* _Source records_
----------------------------------------
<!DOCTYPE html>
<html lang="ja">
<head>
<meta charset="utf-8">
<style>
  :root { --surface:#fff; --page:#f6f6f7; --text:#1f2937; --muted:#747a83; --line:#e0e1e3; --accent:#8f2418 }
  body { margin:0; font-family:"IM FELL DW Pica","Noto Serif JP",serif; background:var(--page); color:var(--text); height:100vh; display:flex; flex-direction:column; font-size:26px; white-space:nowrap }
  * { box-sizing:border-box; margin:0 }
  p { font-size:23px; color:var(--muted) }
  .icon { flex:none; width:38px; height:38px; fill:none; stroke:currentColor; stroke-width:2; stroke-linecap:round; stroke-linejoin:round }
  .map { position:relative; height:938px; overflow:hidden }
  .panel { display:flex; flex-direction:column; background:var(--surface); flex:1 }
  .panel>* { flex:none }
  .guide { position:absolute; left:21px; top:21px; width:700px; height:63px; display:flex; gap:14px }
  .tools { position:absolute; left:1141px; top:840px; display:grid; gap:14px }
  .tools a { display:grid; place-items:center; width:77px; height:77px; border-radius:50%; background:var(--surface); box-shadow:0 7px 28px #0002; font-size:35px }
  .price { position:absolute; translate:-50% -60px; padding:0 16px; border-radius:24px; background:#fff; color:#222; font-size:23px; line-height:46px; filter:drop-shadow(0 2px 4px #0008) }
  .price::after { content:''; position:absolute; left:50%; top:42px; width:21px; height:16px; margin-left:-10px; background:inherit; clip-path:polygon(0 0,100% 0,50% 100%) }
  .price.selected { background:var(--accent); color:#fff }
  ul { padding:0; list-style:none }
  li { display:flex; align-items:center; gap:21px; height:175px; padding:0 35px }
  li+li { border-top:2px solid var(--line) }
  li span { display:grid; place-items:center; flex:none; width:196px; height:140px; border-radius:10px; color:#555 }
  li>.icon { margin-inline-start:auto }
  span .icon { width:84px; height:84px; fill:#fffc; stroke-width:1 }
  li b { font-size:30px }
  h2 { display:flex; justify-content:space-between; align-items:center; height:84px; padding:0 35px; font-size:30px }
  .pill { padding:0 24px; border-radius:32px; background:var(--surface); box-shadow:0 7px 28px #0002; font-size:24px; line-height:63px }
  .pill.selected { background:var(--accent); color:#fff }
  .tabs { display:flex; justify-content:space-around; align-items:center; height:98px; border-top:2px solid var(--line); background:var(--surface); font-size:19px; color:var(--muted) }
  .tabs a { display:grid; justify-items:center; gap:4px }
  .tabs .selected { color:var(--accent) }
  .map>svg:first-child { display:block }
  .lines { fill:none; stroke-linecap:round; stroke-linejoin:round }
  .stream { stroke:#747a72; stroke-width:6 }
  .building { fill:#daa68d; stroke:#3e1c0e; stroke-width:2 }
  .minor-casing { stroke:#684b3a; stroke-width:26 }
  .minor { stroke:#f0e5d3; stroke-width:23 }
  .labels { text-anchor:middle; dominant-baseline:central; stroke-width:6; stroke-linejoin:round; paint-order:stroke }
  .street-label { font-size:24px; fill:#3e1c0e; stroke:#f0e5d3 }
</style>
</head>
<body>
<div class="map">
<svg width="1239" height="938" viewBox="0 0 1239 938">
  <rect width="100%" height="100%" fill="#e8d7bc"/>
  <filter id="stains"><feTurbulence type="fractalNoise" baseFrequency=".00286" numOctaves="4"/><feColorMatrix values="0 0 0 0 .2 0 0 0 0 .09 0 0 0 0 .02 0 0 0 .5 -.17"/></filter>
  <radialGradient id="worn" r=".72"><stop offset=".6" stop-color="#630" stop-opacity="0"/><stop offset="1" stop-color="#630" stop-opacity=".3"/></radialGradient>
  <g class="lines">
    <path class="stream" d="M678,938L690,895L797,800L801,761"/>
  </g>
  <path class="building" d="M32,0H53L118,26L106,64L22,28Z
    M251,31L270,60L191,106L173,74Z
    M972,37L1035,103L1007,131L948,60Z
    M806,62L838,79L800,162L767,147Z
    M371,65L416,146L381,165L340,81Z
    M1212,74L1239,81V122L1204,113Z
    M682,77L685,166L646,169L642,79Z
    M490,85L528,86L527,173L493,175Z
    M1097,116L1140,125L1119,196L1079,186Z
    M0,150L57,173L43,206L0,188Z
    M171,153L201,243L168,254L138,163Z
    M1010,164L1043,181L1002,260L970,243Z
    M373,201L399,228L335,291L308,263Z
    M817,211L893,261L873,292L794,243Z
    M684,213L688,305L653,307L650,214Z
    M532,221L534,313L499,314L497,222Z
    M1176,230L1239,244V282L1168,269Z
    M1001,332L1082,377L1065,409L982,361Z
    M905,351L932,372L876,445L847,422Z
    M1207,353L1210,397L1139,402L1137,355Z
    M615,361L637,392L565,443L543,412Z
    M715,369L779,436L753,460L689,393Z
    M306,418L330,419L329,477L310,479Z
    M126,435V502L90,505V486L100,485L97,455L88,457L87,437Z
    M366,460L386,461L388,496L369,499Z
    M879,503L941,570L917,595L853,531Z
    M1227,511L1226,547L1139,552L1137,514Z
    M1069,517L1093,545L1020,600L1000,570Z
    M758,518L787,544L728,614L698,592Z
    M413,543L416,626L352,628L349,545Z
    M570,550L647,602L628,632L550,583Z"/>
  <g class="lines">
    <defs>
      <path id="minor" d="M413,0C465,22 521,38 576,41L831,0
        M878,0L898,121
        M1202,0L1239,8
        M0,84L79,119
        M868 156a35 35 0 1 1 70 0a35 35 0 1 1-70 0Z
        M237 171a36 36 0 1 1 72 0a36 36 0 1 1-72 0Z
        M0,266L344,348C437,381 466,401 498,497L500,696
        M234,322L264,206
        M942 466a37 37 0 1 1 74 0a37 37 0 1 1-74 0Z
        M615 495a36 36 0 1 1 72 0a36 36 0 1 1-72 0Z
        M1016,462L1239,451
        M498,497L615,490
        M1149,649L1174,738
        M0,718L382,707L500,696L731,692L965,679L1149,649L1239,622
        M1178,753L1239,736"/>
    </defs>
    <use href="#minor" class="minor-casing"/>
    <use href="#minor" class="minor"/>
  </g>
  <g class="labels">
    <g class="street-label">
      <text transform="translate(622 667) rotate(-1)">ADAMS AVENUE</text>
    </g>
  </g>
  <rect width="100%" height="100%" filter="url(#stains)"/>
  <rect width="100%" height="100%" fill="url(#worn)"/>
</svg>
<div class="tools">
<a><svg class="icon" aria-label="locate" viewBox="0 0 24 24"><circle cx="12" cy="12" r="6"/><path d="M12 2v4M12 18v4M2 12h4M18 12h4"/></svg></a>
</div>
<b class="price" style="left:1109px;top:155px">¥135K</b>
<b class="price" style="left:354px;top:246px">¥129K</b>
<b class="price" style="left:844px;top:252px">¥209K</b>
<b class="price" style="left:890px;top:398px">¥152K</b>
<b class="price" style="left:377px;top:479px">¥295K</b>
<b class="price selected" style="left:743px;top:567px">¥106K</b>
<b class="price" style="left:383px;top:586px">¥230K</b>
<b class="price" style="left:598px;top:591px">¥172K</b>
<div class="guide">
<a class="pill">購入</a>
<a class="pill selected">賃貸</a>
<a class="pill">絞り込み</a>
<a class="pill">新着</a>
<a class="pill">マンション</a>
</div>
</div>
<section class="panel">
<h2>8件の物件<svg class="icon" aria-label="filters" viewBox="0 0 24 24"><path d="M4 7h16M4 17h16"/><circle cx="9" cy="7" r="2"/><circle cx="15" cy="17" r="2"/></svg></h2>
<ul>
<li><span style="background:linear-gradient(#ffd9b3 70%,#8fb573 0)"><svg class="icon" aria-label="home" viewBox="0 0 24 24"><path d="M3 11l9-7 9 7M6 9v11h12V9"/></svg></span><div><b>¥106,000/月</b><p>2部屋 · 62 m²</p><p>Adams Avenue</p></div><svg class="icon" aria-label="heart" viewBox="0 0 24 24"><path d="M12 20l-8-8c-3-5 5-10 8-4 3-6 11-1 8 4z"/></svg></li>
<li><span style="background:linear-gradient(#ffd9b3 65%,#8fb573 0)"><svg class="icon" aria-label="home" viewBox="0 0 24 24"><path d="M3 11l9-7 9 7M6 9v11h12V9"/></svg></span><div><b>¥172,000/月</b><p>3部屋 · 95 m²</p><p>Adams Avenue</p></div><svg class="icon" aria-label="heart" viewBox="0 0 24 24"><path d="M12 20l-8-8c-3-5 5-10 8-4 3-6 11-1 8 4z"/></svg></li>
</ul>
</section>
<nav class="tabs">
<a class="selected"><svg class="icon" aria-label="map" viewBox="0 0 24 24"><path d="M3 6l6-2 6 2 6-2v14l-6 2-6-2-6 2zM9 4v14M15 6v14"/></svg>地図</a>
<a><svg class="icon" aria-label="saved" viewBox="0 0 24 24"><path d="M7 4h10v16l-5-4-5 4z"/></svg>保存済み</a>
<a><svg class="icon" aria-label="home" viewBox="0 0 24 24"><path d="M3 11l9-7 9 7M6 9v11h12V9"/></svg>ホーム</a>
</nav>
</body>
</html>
----------------------------------------
For each line above that holds the string "margin", provide a copy of that line.

  body { margin:0; font-family:"IM FELL DW Pica","Noto Serif JP",serif; background:var(--page); color:var(--text); height:100vh; display:flex; flex-direction:column; font-size:26px; white-space:nowrap }
  * { box-sizing:border-box; margin:0 }
  .price::after { content:''; position:absolute; left:50%; top:42px; width:21px; height:16px; margin-left:-10px; background:inherit; clip-path:polygon(0 0,100% 0,50% 100%) }
  li>.icon { margin-inline-start:auto }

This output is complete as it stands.